● **WORK ORDER**:
Which of the lines in the records below hold the string "Avenida"? Copy every one of them.

-- RECORDS FOR THE TASK follows --

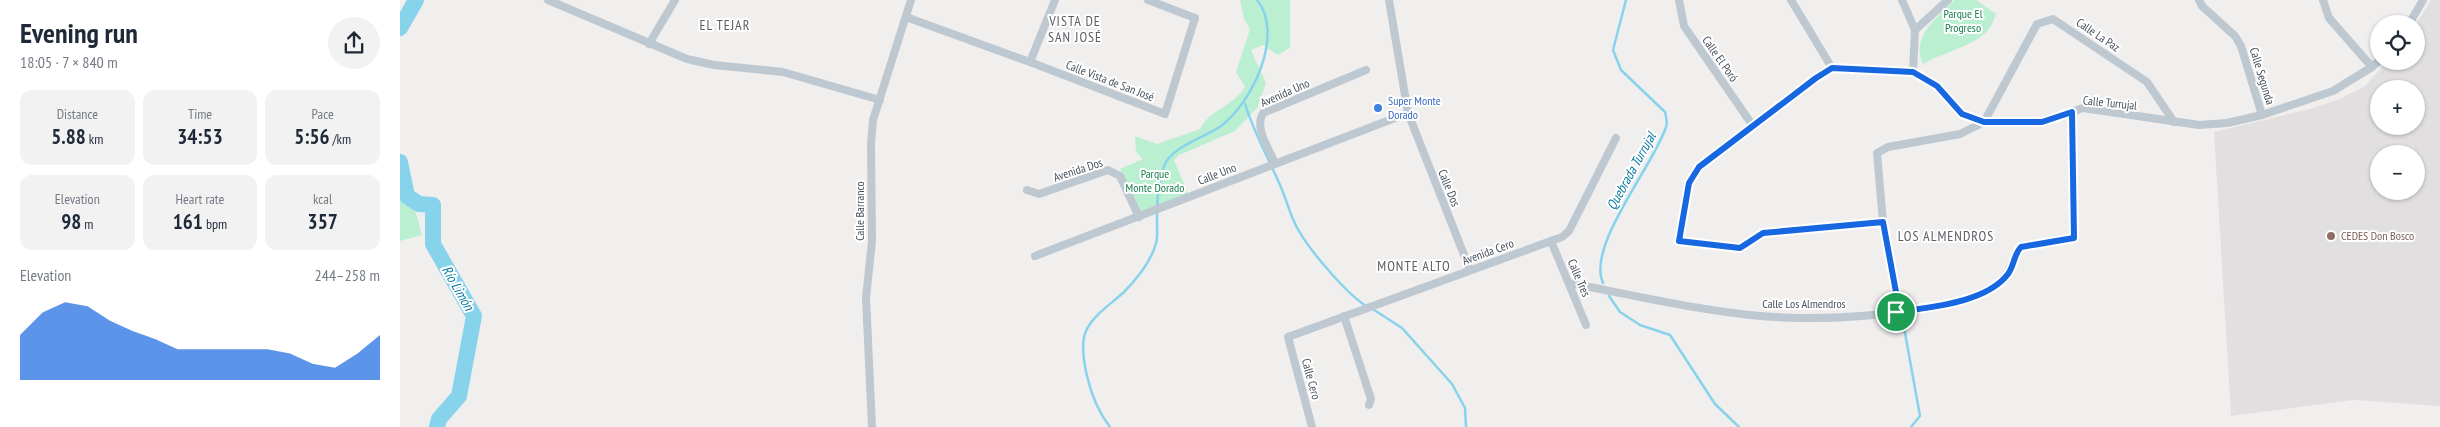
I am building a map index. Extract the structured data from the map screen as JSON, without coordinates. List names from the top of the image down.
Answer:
{
  "streets": {
    "street": [
      "Calle La Paz",
      "Calle El Poró",
      "Calle Segunda",
      "Calle Vista de San José",
      "Avenida Uno",
      "Calle Turrujal",
      "Avenida Dos",
      "Calle Uno",
      "Calle Dos",
      "Calle Barranco",
      "Avenida Cero",
      "Calle Tres",
      "Calle Los Almendros",
      "Calle Cero"
    ]
  },
  "crossings": [
    ["Calle La Paz", "Calle Turrujal"],
    ["Calle Segunda", "Calle Turrujal"],
    ["Calle Vista de San José", "Calle Barranco"],
    ["Avenida Uno", "Calle Uno"],
    ["Calle Turrujal", "Calle Los Almendros"],
    ["Avenida Dos", "Calle Uno"],
    ["Calle Uno", "Calle Dos"],
    ["Calle Dos", "Avenida Cero"],
    ["Avenida Cero", "Calle Tres"],
    ["Avenida Cero", "Calle Cero"],
    ["Calle Tres", "Calle Los Almendros"]
  ],
  "districts": [
    "VISTA DE SAN JOSÉ",
    "EL TEJAR",
    "LOS ALMENDROS",
    "MONTE ALTO"
  ],
  "water": ["Quebrada Turrujal", "Río Limón"],
  "parks": ["Parque El Progreso", "Parque Monte Dorado"],
  "places": ["Super Monte Dorado", "CEDES Don Bosco"],
  "page": {
    "heading": ["Evening run", "18:05 · 7 × 840 m"],
    "map_buttons": ["+", "−"],
    "stats": [
      ["Distance", "5.88 km"],
      ["Time", "34:53"],
      ["Pace", "5:56 /km"],
      ["Elevation", "98 m"],
      ["Heart rate", "161 bpm"],
      ["kcal", "357"]
    ],
    "chart": ["Elevation", "244–258 m"]
  }
}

-- RECORDS FOR THE TASK concluded --

● **ANSWER BELOW**:
      "Avenida Uno",
      "Avenida Dos",
      "Avenida Cero",
    ["Avenida Uno", "Calle Uno"],
    ["Avenida Dos", "Calle Uno"],
    ["Calle Dos", "Avenida Cero"],
    ["Avenida Cero", "Calle Tres"],
    ["Avenida Cero", "Calle Cero"],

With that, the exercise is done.